If $$ E = \left\langle\frac{\dd q}{\dd u}, \frac{\dd q}{\dd u}\right\rangle,\quad F = \left\langle\frac{\dd q}{\dd u}, \frac{\dd q}{\dd v}\right\rangle,\quad G = \left\langle\frac{\dd q}{\dd v}, \frac{\dd q}{\dd v}\right\rangle, $$ and if $$ v = a_{1}\, \frac{\dd q}{\dd u} + a_{2}\, \frac{\dd q}{\dd v},\qquad w = b_{1}\, \frac{\dd q}{\dd u} + b_{2}\, \frac{\dd q}{\dd v}, $$ i.e., if $v = (a_{1}, a_{2})$ and $w = (b_{1}, b_{2})$ with respect to the coordinate basis fields, then $$ \langle v, w\rangle = a_{1} b_{1} E + (a_{1} b_{2} + a_{2} b_{1}) F + a_{2} b_{2} G. $$ That's the content of the first paragraph of your excerpt. The second paragraph asserts that $\langle v, w\rangle$ is independent of the choice of local coordinates. This is in some sense "obvious" if you know you have a surface embedded in $\Reals^{3}$, but it's surprising if you think of the first fundamental form as "extra structure" imposed on an open set in $\Reals^{2}$, i.e., in a coordinate neighborhood.
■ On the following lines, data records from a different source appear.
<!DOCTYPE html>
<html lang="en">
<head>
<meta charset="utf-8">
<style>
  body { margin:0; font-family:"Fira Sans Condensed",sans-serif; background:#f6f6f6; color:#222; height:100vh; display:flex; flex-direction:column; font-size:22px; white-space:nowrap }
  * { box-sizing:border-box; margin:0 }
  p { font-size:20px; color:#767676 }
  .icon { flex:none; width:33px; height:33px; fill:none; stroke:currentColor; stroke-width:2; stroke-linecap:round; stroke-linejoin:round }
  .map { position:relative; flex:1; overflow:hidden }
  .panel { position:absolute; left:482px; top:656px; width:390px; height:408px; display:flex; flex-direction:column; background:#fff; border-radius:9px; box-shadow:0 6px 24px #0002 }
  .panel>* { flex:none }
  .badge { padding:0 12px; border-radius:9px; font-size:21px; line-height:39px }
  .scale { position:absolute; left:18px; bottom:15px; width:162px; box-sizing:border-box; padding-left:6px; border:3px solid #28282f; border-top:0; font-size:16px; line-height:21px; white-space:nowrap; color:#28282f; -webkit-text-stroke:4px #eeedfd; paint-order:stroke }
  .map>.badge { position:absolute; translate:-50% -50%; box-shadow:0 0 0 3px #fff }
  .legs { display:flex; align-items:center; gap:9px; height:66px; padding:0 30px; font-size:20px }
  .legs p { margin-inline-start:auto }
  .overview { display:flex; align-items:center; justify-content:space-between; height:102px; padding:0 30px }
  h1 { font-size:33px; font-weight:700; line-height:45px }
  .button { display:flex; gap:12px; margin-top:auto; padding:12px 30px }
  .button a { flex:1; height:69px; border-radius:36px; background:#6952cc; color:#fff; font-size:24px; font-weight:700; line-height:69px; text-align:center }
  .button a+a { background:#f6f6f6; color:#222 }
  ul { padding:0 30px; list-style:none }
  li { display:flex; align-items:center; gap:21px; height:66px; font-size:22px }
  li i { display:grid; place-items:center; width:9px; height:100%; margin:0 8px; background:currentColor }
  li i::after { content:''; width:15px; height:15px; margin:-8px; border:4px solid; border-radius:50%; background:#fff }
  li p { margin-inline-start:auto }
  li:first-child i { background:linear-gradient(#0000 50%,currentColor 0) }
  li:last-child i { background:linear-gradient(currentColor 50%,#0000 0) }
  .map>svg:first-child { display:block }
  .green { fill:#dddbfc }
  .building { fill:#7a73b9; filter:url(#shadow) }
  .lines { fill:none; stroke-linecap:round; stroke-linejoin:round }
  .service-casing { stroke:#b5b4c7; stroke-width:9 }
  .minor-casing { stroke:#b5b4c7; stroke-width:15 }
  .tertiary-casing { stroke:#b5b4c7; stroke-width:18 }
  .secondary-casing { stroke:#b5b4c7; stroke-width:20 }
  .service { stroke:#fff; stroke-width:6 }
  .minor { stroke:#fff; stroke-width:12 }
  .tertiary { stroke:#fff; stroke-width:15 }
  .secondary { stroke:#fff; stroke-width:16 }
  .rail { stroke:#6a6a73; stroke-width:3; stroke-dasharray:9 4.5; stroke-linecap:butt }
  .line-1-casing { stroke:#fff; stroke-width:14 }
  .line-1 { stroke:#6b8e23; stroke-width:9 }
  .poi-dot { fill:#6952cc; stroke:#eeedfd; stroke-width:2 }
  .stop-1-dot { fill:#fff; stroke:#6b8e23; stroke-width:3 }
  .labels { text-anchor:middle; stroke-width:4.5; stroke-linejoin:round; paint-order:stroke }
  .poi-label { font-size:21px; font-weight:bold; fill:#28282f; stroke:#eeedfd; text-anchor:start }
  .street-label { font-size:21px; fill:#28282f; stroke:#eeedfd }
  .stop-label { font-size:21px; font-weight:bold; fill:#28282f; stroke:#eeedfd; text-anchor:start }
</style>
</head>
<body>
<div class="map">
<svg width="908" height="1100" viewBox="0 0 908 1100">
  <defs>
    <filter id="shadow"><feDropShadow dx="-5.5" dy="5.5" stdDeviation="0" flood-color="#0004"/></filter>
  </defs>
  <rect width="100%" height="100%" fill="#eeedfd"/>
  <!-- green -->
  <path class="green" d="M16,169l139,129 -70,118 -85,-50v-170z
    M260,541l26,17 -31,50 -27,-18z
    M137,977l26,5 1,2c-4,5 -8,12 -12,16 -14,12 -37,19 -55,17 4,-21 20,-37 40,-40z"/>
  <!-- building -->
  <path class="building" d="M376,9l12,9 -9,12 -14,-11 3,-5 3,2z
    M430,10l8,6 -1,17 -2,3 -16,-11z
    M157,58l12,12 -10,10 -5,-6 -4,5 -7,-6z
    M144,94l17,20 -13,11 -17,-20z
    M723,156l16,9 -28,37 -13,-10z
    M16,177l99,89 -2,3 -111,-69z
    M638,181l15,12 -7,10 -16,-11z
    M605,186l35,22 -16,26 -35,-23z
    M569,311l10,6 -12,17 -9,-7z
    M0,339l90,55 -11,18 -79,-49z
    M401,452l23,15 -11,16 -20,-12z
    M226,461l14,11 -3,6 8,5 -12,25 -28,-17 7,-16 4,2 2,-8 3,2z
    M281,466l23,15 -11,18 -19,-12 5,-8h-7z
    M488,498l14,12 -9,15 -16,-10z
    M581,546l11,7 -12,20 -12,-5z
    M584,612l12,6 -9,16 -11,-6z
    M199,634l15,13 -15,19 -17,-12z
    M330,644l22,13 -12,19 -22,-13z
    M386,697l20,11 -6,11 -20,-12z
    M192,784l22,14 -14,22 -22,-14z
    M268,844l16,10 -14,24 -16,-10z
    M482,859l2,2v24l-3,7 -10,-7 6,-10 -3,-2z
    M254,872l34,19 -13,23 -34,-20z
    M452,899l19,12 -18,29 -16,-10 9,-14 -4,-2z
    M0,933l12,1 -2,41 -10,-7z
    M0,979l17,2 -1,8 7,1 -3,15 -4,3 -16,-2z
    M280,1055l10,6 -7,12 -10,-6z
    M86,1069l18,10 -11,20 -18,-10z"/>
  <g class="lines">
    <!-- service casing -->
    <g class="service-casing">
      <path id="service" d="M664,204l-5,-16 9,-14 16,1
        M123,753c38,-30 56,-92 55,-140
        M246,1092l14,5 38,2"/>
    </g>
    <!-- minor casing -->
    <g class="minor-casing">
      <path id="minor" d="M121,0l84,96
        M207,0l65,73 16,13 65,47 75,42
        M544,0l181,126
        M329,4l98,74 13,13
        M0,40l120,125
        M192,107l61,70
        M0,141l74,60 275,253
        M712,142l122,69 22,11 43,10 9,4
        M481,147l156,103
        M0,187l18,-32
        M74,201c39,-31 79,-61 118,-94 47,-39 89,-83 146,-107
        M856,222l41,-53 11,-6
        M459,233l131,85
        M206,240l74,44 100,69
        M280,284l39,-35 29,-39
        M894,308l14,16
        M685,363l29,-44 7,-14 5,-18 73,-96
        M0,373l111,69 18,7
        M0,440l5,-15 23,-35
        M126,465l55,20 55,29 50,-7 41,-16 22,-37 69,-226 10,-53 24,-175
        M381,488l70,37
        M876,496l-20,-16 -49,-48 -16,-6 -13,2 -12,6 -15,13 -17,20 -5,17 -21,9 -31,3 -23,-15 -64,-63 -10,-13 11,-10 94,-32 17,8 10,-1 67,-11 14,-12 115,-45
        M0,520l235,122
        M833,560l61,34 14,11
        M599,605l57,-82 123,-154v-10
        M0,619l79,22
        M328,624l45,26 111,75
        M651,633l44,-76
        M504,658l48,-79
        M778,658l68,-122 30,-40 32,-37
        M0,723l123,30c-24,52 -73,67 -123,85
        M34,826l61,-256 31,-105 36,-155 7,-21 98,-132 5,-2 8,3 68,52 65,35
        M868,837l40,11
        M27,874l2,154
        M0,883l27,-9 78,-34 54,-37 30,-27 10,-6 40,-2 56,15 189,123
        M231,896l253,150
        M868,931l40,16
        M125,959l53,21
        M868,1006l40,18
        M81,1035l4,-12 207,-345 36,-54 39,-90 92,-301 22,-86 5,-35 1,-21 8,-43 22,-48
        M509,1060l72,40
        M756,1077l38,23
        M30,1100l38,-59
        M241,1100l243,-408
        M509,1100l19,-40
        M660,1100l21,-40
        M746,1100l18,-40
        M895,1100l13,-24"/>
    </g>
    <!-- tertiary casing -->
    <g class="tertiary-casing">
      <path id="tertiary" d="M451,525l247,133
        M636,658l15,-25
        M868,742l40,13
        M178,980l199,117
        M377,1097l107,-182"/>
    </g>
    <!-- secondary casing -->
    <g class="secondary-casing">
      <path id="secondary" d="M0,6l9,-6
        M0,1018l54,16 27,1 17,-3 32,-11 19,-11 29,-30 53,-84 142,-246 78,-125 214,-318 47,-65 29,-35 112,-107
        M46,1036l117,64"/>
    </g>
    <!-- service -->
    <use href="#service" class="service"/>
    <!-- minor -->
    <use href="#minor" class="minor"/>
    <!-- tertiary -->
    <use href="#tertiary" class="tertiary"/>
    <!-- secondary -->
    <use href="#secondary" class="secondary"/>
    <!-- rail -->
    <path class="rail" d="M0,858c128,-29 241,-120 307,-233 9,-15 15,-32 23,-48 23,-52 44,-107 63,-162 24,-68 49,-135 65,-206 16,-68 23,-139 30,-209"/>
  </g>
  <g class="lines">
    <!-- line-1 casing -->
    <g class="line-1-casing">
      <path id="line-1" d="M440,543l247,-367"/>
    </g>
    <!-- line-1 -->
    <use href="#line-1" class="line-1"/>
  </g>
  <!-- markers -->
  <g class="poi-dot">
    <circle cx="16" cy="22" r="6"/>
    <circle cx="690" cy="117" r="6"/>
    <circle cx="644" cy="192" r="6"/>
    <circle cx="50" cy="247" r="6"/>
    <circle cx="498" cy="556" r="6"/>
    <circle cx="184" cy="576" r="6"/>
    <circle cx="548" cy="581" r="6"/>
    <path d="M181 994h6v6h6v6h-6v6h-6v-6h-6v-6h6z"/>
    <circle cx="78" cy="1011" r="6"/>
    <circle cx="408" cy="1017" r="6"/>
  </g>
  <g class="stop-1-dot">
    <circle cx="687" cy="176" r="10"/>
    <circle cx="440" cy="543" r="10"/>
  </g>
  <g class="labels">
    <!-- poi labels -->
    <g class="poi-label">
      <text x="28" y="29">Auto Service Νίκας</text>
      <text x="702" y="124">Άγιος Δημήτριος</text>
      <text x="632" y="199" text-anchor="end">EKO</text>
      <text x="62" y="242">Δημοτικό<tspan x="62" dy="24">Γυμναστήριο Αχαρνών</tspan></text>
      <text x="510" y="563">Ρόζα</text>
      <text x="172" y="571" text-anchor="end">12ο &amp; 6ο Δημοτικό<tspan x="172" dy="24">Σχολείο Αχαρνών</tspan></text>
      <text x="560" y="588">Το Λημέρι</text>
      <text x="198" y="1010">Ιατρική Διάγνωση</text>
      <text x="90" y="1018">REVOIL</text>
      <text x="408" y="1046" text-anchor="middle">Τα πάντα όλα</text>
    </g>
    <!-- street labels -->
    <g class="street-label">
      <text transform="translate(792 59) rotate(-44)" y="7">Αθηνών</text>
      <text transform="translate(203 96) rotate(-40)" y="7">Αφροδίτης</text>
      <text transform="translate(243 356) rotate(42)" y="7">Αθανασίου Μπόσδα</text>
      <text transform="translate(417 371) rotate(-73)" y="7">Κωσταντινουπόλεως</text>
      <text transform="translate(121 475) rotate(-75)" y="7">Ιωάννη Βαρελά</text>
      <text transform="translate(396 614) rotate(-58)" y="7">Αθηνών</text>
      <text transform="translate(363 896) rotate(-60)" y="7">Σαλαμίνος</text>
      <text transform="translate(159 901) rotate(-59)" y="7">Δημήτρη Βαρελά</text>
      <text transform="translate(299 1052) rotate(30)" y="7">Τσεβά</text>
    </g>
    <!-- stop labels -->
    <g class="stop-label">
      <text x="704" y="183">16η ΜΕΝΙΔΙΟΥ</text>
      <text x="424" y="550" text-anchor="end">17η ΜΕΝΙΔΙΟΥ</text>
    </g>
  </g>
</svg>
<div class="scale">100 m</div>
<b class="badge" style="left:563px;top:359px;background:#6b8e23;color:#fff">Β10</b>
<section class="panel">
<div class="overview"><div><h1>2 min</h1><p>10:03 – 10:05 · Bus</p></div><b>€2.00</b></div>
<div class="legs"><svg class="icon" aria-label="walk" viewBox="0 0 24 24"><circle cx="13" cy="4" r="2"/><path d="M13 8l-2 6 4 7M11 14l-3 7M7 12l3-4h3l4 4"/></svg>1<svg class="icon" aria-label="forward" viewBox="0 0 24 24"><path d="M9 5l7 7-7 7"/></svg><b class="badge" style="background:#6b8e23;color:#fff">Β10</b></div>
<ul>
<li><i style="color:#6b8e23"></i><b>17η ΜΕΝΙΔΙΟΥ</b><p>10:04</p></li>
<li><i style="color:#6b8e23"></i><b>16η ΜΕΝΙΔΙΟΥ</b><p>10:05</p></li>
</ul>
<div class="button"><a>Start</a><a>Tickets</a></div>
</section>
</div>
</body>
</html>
Remarkably, there's non-trivial "intrinsic" geometry of a surface captured by its first fundamental form, even though the first fundamental form doesn't uniquely determine an embedding of the surface in $\Reals^{3}$.
Solution 2:
Let $\langle \cdot,\cdot \rangle_{\Bbb R^3}$ denote the usual dot product in $\Bbb R^3$. Recall that one way of seeing $T_{\bf p}M$ is as pairs $({\bf p},{\bf v})$, where ${\bf v}$ is the velocity of some curve in $M$. Define: $${\rm I}_{\bf p} = \langle \cdot, \cdot\rangle_{\bf p}: T_{\bf p}M \times T_{\bf p}M \to \Bbb R, \qquad {\rm I}_{\bf p}({\bf v},{\bf w}) = \langle ({\bf p},{\bf v}),({\bf p},{\bf w})\rangle_{\bf p} := \langle {\bf v},{\bf w}\rangle_{\Bbb R^3}.$$
Once this is understood, we drop the pairs and look only at ${\bf v}$ and ${\bf w}$. The value of $\langle \cdot, \cdot \rangle_{\Bbb R^3}$ on any pair of vector does not depend on which base you are using, hence the same goes for ${\rm I}_{\bf p}$. So, we use the basis for $T_{\bf p}M$ associated to the parametrization $q: U \subset \Bbb R^2 \to M \subset \Bbb R^3$ we have in our hands, that is: $$\frac{\partial q}{\partial u}(q^{-1}({\bf p}))\quad \text{ and } \quad\frac{\partial q}{\partial v}(q^{-1}({\bf p})).$$ Since we're just too lazy, we'll drop the point of application $q^{-1}({\bf p})$, and while we're at it, might as well abbreviate the derivatives by $q_u$ and $q_v$. Call: $$E = \langle q_u,q_u\rangle, \quad F = \langle q_u,q_v\rangle, \quad G = \langle q_v, q_v \rangle.$$ Then if ${\bf v} = a q_u + bq_v$, we get: $$\langle {\bf v},{\bf v}\rangle = Ea^2+2Fab+Gb^2.$$ Take another parametrization $\overline{q} = \overline{q}(\overline{u},\overline{v})$, write ${\bf v} = \overline{a} \overline{q}_{\overline{u}} + \overline{b}\overline{q}_{\overline{v}}$ and try to check that: $$Ea^2+2Fab+Gb^2=\overline{E}\overline{a}^2+2\overline{F}\overline{a}\overline{b}+\overline{G}\overline{b}^2.$$ See how the barred and unbarred objects will be related, using the jacobian of $q \circ \overline{q}^{-1}$ at ${\bf p}$.